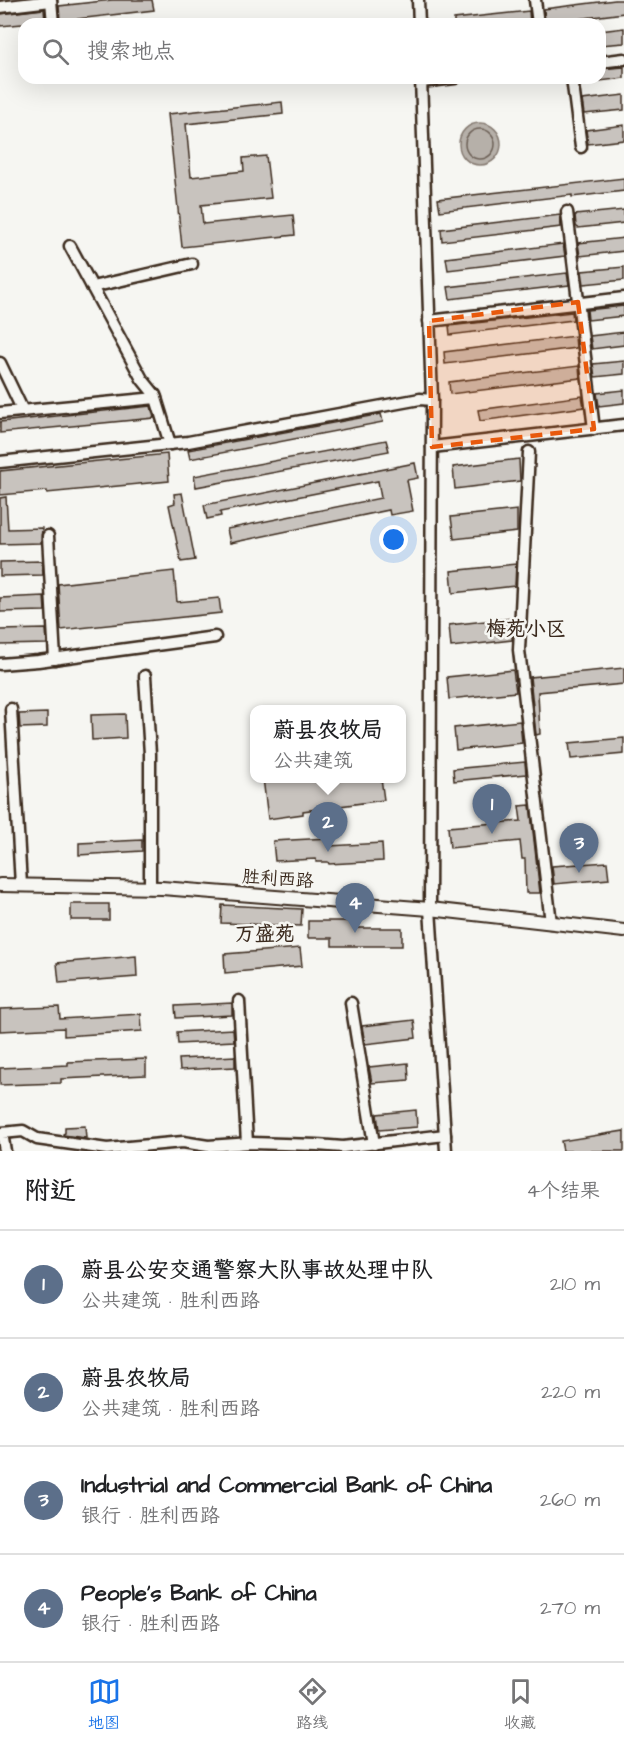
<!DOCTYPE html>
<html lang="zh">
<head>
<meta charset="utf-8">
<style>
	body { margin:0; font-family:"Architects Daughter","LXGW WenKai TC",sans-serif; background:#f2f2f2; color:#202124 }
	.you { position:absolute; left:394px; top:540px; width:21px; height:21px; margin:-15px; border:4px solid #fff; border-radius:50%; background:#1a73e8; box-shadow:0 0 0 9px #1a73e833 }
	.badge { display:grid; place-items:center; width:39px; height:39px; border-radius:50%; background:#1a73e8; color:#fff; font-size:20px; font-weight:700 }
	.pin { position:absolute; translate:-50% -50px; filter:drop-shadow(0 2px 3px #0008) }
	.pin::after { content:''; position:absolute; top:32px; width:21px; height:18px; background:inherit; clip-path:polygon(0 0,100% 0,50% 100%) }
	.popup { position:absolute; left:250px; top:705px; width:156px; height:78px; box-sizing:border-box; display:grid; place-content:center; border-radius:12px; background:#fff; filter:drop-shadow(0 2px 4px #0005); font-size:20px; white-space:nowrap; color:#757577 }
	.popup b { font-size:22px; color:#202124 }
	.popup::after { content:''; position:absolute; left:50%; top:100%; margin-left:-12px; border:12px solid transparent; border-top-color:#fff }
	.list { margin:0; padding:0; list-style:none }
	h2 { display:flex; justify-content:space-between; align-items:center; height:78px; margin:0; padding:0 24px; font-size:26px }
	h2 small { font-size:20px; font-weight:400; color:#757577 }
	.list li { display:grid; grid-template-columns:39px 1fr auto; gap:18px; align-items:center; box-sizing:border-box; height:108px; padding:0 24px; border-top:2px solid #e0e0e0 }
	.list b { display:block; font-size:22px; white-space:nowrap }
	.list p { margin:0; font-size:20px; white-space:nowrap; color:#757577 }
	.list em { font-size:20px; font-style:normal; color:#757577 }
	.icon { flex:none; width:33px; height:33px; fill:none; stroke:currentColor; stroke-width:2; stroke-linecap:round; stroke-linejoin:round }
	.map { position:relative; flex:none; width:624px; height:1151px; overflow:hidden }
	.search { position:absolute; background:#fff; box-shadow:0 6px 24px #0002; left:18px; right:18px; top:18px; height:66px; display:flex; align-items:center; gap:15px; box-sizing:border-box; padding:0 21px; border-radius:18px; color:#757577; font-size:22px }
	.sheet { height:510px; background:#fff }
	nav { display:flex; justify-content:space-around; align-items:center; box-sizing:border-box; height:84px; border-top:2px solid #e0e0e0; background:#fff; font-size:16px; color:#757577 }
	nav a { display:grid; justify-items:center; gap:3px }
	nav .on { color:#1a73e8 }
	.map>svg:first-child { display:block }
	.water { fill:#b6b0a9; stroke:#857a71; stroke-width:1.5 }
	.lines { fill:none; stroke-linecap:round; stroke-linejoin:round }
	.shore { stroke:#6c6056; stroke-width:1.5 }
	.building { fill:#c8c3be; stroke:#3b2a1e; stroke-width:1.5 }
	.minor-casing { stroke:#3b2a1e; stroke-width:15 }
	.major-casing { stroke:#3b2a1e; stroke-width:16 }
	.minor { stroke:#f6f6f2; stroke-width:10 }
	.major { stroke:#f6f6f2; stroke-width:12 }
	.marked { fill:#e8590c; fill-opacity:0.2; stroke:#e8590c; stroke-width:4.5; stroke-dasharray:12 8; stroke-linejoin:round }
	.labels { text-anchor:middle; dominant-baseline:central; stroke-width:5; stroke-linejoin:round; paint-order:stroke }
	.street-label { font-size:18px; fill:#3b2a1e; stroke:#f6f6f2 }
	.neighbourhood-label { font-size:20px; font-weight:bold; fill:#3b2a1e; stroke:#f6f6f2 }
</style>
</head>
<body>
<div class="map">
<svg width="624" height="1151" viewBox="0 0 624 1151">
	<rect width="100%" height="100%" fill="#f6f6f2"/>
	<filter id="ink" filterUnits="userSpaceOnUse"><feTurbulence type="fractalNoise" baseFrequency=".0167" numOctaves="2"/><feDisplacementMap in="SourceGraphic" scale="12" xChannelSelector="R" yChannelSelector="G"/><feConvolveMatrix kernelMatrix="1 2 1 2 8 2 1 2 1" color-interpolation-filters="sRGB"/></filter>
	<g filter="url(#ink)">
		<circle class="water" cx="480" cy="144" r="21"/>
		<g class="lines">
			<circle class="shore" cx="480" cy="144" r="15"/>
		</g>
		<g class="building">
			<path d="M112 0H152L154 10 60 21 59 6Z"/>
			<path d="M615 0H624V13L545 23 544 9Z"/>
			<path d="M44 9 45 22 0 26V14Z"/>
			<path d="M529 11 530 24H454V19Z"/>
			<path d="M624 28V43L600 45V31Z"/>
			<path d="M624 67V78L600 81V69Z"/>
			<path d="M624 95V110L584 114 582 100Z"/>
			<path d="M282 102 283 114 186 124 191 177 244 171 243 158 266 156 271 198 201 205 203 224 293 215 295 235 182 247 168 114Z"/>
			<path d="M624 125V140L588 144 586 130Z"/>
			<path d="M624 178V191L572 197V195L440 211 438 199Z"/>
			<path d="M624 210V223L578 228 576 226 575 215Z"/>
			<path d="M560 215 561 227 442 241 441 229Z"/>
			<path d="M624 238V251L580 256 578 243Z"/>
			<path d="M563 244 565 256 448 270 446 258Z"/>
			<path d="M624 267V280L584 284 582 271Z"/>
			<path d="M567 273 569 285 450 299 448 287Z"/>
			<path d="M624 306V316L588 320 587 310Z"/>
			<path d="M572 312 573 320 450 335 449 326Z"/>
			<path d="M624 332V345L592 349 590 336Z"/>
			<path d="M575 336 576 348 445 364 444 352Z"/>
			<path d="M624 361V374L595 377 593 364Z"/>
			<path d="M579 366 580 378 450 394 449 382Z"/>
			<path d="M624 390V403L599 406 597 393Z"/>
			<path d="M582 396 584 407 480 421 478 410Z"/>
			<path d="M151 406 154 418 0 433V422Z"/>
			<path d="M381 414 383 422 190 459 188 450Z"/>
			<path d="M386 440 389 451 196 487 194 476Z"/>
			<path d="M167 454 169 481 47 493V491L0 495V471Z"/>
			<path d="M519 459 520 481 455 489 453 467Z"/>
			<path d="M415 463 418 478 407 480 413 511 390 515 389 510 230 543 227 529 381 498 378 481 220 512 221 516 207 519 204 505Z"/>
			<path d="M182 493 195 560 181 562 169 505 175 503 174 494Z"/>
			<path d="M6 497 8 529 42 528 41 543 0 544V498Z"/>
			<path d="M517 510V532L454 539 451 517Z"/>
			<path d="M42 561 43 575 0 576V562Z"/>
			<path d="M516 564 515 586 453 593 451 571Z"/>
			<path d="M174 571 177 602 219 598 221 613 61 630 58 584Z"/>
			<path d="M44 596 45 611 0 612V598Z"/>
			<path d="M513 618 512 640 451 647 449 625Z"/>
			<path d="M46 629 47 644 0 645V630Z"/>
			<path d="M624 668V684L538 692 540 734 536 735 530 677Z"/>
			<path d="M513 670 516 692 449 699 447 677Z"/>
			<path d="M47 713V727L20 728 19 714Z"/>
			<path d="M125 714 126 738 92 740 91 715Z"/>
			<path d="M520 721 522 743 456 750 454 728Z"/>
			<path d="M624 738V754L571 759 569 743Z"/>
			<path d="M525 762 526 774 454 781 453 769Z"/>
			<path d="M263 778H381L384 800 303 811V814L268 819Z"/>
			<path d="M530 805 540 893H526L525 859H522L520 841 450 848 448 827 521 821 519 806Z"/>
			<path d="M328 838 329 846 382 843 383 861 329 864 328 862H316V859L275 861 273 841Z"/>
			<path d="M142 840V851L79 855V843Z"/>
			<path d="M607 862 609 879 554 884 552 866Z"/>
			<rect x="71" y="904" width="38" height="16"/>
			<path d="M222 905 302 909 301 926 221 923Z"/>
			<path d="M308 921H358V928H402V946H332V938H308Z"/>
			<path d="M300 948 302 966 225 973 224 954Z"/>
			<path d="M136 956 137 977 59 983 57 963Z"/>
			<path d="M232 1003V1015L176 1018 175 1006Z"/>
			<path d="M59 1007 60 1019 141 1014 142 1031 64 1036V1028L0 1031V1009Z"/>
			<path d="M414 1020 416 1038 365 1044 362 1026Z"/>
			<path d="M233 1029 234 1041 178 1044 177 1032Z"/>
			<path d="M235 1056V1067L180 1070 179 1059Z"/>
			<path d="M146 1059V1075L61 1079V1083L0 1085V1068L68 1065V1062Z"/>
			<path d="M408 1063 409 1080 372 1083 369 1067Z"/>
			<path d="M416 1110 417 1127 379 1130 377 1114Z"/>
			<path d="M85 1126 86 1138 63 1135V1134L65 1133V1127Z"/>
			<path d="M624 1131V1151H563L561 1141Z"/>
		</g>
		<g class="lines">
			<defs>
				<g id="minor">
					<path d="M51 0 53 24"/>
					<path d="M418 0 419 24"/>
					<path d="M535 0 538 24"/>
					<path d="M0 7 51 1"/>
					<path d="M600 62 624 59"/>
					<path d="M421 78 432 400 430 909 446 1151"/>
					<path d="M572 78 581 147"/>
					<path d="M421 82 455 78"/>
					<path d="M567 212 594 429"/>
					<path d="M70 246 142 379 155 395 170 444"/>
					<path d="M92 287 192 264"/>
					<path d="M429 321 624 298"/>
					<path d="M0 363 23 411"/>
					<path d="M0 413 156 398"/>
					<path d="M432 447 624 425"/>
					<path d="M529 452 519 650 551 923"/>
					<path d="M0 462 188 442 420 399 432 400"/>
					<path d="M48 536 55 659"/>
					<path d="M0 664 38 661 215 637"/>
					<path d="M145 676 150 754V888"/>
					<path d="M11 709 21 885"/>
					<path d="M239 1001 247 1143"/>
					<path d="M351 1003 374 1144"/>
					<path d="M5 1151 2 1133 23 1131 37 1139 107 1149 183 1142 208 1146 251 1143 317 1145 343 1147 445 1135"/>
				</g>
				<path id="major" d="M0 885 162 888 430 909 624 931"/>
			</defs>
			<use href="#minor" class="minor-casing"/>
			<use href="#major" class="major-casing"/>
			<use href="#minor" class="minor"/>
			<use href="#major" class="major"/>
		</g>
	</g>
	<path class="marked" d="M578 302 594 429 432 447 429 321Z"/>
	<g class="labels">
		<g class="street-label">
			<text transform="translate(278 879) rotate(4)">胜利西路</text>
		</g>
		<g class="neighbourhood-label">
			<text x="526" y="629">梅苑小区</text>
			<text x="265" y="934">万盛苑</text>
		</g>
	</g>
</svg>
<div class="you"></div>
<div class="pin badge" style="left:492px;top:834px;background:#5c6f8a">1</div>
<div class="pin badge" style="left:328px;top:852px;background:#5c6f8a">2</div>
<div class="popup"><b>蔚县农牧局</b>公共建筑</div>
<div class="pin badge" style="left:579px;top:873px;background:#5c6f8a">3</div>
<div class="pin badge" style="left:355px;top:933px;background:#5c6f8a">4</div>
<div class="search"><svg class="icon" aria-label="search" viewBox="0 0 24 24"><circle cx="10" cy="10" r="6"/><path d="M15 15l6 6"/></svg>搜索地点</div>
</div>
<section class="sheet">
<h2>附近<small>4个结果</small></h2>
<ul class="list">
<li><span class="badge" style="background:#5c6f8a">1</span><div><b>蔚县公安交通警察大队事故处理中队</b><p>公共建筑 · 胜利西路</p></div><em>210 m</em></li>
<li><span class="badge" style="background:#5c6f8a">2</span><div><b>蔚县农牧局</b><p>公共建筑 · 胜利西路</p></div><em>220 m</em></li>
<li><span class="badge" style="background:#5c6f8a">3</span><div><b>Industrial and Commercial Bank of China</b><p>银行 · 胜利西路</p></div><em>260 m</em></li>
<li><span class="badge" style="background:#5c6f8a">4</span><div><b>People's Bank of China</b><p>银行 · 胜利西路</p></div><em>270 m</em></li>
</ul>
</section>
<nav>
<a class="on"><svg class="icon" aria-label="map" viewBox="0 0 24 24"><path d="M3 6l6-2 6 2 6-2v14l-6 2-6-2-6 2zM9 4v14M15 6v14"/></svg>地图</a>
<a><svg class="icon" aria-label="directions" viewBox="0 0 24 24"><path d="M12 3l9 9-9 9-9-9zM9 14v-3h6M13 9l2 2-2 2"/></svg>路线</a>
<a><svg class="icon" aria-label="saved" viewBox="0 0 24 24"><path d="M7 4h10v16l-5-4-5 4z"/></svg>收藏</a>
</nav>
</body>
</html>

====

▶ [TASK TO COMPLETE]: Review the material and copy each line in which the word "linecap" appears.

▶ [COMPLETED TASK]:
	.icon { flex:none; width:33px; height:33px; fill:none; stroke:currentColor; stroke-width:2; stroke-linecap:round; stroke-linejoin:round }
	.lines { fill:none; stroke-linecap:round; stroke-linejoin:round }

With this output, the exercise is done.